Commercially, the album experienced moderate success in Japan. It debuted at number six on the Daily Oricon Albums Chart, marking it the fifth highest debut entry on October 18. The following day, it stayed in the same position. The record further stayed in the top ten for the following five days and, based on these statistics, it opened at number eight on the weekly chart, accumulating 10,026 sales. It fell outside the top 50 the following week, one of the biggest drops between October 26 to November 2. At the end of October, Oricon ranked the album at number 39 with claimed sales of 11,493 copies.

Sigma proved to be generally successful on three competent charts hosted by Billboard.

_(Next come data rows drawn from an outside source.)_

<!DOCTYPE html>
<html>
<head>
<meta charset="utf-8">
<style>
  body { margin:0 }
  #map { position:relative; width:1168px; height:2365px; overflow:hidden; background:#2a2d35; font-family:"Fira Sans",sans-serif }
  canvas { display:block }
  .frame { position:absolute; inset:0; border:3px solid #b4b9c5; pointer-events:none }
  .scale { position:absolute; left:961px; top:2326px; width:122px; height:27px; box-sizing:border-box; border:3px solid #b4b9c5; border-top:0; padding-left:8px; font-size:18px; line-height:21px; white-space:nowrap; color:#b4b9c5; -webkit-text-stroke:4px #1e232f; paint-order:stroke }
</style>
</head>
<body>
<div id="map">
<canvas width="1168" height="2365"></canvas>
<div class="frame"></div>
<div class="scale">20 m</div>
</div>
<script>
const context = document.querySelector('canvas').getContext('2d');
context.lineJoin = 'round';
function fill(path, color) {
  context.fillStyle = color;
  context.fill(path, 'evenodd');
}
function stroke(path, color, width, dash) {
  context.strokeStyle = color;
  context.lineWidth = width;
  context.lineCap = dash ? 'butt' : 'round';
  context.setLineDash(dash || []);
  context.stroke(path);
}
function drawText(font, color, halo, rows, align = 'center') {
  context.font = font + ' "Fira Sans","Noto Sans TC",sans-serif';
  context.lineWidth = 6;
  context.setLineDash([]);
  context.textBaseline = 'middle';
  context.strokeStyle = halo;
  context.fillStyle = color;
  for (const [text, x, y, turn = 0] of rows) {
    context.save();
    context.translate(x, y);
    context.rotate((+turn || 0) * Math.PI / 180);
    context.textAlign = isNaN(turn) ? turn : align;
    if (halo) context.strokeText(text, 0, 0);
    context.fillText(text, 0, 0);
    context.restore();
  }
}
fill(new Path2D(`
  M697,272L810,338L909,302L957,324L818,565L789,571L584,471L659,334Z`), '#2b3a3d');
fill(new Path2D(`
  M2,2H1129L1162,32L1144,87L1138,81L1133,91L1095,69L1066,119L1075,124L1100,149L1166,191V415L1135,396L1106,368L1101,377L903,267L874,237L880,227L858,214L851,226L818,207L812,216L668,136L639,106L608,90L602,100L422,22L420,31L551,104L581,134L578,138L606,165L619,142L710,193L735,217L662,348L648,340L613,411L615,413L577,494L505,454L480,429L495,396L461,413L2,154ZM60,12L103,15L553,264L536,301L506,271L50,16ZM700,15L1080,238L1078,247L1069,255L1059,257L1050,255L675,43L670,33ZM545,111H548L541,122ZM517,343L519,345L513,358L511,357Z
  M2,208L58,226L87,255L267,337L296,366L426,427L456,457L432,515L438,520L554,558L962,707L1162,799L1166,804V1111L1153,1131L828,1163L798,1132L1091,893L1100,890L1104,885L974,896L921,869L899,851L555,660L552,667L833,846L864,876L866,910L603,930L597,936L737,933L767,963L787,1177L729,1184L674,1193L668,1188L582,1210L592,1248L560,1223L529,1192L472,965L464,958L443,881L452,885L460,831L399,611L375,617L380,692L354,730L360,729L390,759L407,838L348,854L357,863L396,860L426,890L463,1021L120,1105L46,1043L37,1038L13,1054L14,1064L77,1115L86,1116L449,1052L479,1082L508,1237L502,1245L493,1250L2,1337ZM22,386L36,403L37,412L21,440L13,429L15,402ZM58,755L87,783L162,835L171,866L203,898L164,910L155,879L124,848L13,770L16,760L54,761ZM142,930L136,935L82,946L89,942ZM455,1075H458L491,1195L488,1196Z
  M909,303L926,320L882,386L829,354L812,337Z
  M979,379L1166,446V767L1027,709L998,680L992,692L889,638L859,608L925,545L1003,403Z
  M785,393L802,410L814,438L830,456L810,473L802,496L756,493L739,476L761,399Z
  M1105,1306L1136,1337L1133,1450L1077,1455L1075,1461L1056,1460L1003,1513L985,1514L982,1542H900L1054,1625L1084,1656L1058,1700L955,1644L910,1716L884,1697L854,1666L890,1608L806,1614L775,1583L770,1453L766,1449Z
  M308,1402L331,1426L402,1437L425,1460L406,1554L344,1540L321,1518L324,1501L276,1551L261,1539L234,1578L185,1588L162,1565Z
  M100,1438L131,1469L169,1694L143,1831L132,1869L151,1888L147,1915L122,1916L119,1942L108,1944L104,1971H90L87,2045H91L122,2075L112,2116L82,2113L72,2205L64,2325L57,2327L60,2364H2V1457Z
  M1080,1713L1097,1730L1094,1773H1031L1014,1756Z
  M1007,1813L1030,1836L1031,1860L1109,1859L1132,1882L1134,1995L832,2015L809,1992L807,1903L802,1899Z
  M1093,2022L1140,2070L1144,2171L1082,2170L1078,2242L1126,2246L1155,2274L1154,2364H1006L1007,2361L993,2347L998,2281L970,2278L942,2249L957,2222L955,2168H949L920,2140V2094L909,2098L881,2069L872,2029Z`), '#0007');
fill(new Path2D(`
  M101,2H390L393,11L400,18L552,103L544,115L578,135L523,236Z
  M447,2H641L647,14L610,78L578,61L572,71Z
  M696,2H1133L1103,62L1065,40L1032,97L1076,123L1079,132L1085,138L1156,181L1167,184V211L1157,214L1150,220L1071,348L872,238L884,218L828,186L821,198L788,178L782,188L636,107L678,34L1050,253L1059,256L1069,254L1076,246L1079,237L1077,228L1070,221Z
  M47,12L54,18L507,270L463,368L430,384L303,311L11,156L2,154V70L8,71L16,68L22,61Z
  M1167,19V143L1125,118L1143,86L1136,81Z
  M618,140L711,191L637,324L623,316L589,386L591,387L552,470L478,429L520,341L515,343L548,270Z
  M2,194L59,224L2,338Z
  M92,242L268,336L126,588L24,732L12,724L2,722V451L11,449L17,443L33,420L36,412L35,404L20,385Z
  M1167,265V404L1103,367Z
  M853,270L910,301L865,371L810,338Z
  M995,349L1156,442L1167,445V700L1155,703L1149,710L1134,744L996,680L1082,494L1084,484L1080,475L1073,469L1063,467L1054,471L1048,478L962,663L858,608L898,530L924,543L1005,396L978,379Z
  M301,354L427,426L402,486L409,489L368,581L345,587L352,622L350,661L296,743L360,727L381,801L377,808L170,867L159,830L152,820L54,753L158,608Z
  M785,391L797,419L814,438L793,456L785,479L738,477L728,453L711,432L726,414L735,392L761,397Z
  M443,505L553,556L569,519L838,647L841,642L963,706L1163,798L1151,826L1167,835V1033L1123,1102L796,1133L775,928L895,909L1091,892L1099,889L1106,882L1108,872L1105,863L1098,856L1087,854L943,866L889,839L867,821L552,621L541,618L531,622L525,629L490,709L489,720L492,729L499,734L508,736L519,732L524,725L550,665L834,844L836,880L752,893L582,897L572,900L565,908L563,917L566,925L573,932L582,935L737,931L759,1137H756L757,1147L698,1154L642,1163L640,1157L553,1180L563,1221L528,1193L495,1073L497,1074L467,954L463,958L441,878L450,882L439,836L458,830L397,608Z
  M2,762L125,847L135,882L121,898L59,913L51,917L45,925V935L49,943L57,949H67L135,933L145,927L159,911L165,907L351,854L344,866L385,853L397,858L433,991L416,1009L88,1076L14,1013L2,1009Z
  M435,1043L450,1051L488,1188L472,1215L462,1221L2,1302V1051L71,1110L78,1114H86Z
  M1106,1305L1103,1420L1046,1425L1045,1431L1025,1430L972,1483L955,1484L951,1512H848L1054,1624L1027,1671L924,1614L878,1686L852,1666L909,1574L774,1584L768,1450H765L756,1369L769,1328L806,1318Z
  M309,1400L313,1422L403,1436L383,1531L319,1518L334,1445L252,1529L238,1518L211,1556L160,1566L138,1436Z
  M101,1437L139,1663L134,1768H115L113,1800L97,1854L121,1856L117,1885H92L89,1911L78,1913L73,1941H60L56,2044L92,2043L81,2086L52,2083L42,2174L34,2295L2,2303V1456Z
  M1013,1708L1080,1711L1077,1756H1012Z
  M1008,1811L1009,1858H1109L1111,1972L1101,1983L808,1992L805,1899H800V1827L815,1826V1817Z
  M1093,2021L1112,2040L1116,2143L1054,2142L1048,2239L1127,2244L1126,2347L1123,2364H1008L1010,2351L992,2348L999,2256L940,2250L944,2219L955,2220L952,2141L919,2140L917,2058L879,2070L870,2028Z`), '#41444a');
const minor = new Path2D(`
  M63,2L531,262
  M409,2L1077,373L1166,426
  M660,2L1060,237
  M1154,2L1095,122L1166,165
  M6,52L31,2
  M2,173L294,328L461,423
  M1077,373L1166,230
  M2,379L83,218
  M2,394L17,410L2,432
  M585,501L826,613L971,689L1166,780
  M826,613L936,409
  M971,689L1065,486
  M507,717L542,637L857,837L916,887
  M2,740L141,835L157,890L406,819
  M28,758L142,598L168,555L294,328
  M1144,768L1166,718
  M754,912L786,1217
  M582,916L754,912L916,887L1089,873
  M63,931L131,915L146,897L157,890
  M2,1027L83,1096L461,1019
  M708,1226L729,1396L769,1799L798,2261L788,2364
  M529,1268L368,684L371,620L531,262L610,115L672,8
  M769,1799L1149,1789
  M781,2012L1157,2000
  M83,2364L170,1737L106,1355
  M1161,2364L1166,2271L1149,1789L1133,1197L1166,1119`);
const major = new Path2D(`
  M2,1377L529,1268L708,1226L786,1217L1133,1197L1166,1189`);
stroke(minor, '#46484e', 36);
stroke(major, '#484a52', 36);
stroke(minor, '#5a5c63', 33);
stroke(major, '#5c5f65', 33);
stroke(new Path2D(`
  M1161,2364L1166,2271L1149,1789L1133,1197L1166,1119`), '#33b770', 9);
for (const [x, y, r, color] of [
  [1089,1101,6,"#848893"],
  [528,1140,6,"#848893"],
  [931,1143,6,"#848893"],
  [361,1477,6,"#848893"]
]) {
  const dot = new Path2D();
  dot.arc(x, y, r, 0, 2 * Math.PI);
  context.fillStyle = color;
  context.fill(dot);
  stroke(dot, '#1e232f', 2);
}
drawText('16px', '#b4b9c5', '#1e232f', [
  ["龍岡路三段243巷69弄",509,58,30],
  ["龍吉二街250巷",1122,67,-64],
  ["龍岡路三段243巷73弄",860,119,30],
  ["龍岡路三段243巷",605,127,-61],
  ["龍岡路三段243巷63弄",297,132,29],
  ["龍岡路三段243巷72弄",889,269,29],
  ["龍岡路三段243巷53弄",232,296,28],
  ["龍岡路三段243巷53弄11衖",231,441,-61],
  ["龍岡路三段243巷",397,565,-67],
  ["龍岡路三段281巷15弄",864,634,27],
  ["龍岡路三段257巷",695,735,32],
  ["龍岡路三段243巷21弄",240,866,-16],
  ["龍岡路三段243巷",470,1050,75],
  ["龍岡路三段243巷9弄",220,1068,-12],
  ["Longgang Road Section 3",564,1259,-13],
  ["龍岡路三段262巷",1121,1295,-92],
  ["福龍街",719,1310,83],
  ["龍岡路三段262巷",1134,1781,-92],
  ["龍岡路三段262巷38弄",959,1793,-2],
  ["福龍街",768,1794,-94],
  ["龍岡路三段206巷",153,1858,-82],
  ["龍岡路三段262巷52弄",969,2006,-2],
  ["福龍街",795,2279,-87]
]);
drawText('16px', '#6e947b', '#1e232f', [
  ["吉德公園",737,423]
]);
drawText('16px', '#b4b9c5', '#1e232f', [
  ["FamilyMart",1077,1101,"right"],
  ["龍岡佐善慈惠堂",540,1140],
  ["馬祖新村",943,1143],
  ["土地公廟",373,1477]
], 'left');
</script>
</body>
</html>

In Japan, it debuted at number eight on the Hot Albums chart, and number seven on the Top Albums Sales chart. The following week saw a slump in sales, sliding to number 31 and number 44 on both charts. During its third week, it fell outside the top 50 on the Hot Albums chart to number 76, and number 66 on the Top Album Sales chart. In the United States, Sigma made its debut at number nine on the World Albums Chart; it was the fourth highest debuting album and furthermore the second highest Japanese entry of November 5, 2016, behind Fantome by Hikaru Utada. Additionally, the record experienced success worldwide upon its release on iTunes Store; it topped the iTunes chart in Singapore, Thailand, Philippines, Indonesia, Malaysia, Taiwan and Hong Kong, and managed to enter the top 20 in countries throughout Europe, the United States, Australia, New Zealand, areas in South East Asia and Canada. Its success outside of Japan was noted as a similarity to the success of Fantôme (2016) by Japanese musician Hikaru Utada, which was released three weeks prior to Sigma.

==Promotion==
In order to promote Sigma, REOL had appeared on several promotional formats such as live performances, magazines and interviews. They made their first live debut UNICA Vision at Seibu-Shinjuku Station on October 17, 2016, where they also signed autographs and previewed new tracks from the album. They made two guest appearances on Japanese radio stations: one for FM Yokohama's Tresen+, whilst the second was for a special broadcast with Japan Hot 100. Additionally, Reol made an appearance on Tower Records free magazine Bounce, the October 25 issue. Furthermore, REOL went on to promote the record with several social media interviews; their first interview was with Natalie.mu. 11 days later, the group visited CD Journal to conduct a small interview, alongside announcing the release of Sigma that same day. Then between 20–21 October, the group paid a visit to EMTG Music and Music-Lounge.jp to talk about their work, and their most recent interview was with Realsound.jp on October 30.

==Track listing==

CD / digital download.
| No. | Title | Music | Arranger(s) | Length |
|---|---|---|---|---|
| 1. | "VIP KID" | Reol | Giga | 3:52 |
| 2. | "Give Me a Break Stop Now" (ギミアブレスタッナウ) | Giga | Giga | 3:41 |
| 3. | "YoiYoi Kokon" (宵々古今) | Reol; Giga; | Giga | 4:17 |
| 4. | "Konoyo Loading..." (コノヨLoading...) | Reol; Giga; | Giga | 3:25 |
| 5. | "RE:" | Reol | Giga | 3:23 |
| 6. | "Lunatic" | Reol; Giga; | Giga | 3:17 |
| 7. | "Kamisama ni Natta Hi" (神様になった日) | Reol; Giga; | Giga | 4:05 |
| 8. | "ChiruChiru" (ちるちる) | Giga | Giga | 3:17 |
| 9. | "-FINAL SIGMA-" | Giga | Giga | 1:57 |
| 10. | "DetaramE KiddinG" | Reol; Giga; | Giga | 3:17 |
| 11. | "Summer Horror Party" (サマーホラーパーティ) | Reol; Giga; | Giga | 4:14 |
| 12. | "404 not found" | Reol | Giga | 4:04 |
| 13. | "VIORA" | Giga | Giga | 3:42 |

Tower Records edition.
| No. | Title | Music | Arranger(s) | Length |
|---|---|---|---|---|
| 14. | "Oedo Ranvu" (Tenka Toritai Remix) | Tenka Toritai | Tenka Toritai |  |

Tsutaya edition.
| No. | Title | Music | Arranger(s) | Length |
|---|---|---|---|---|
| 14. | "Drop Pop Candy" (Okinawa Ikitai Remix) | Okinawa Ikitai | Okinawa Ikitai |  |
| Total length: |  |  |  | 3:50 |

==Personnel==
Credits adapted from the liner notes of the special edition of Sigma.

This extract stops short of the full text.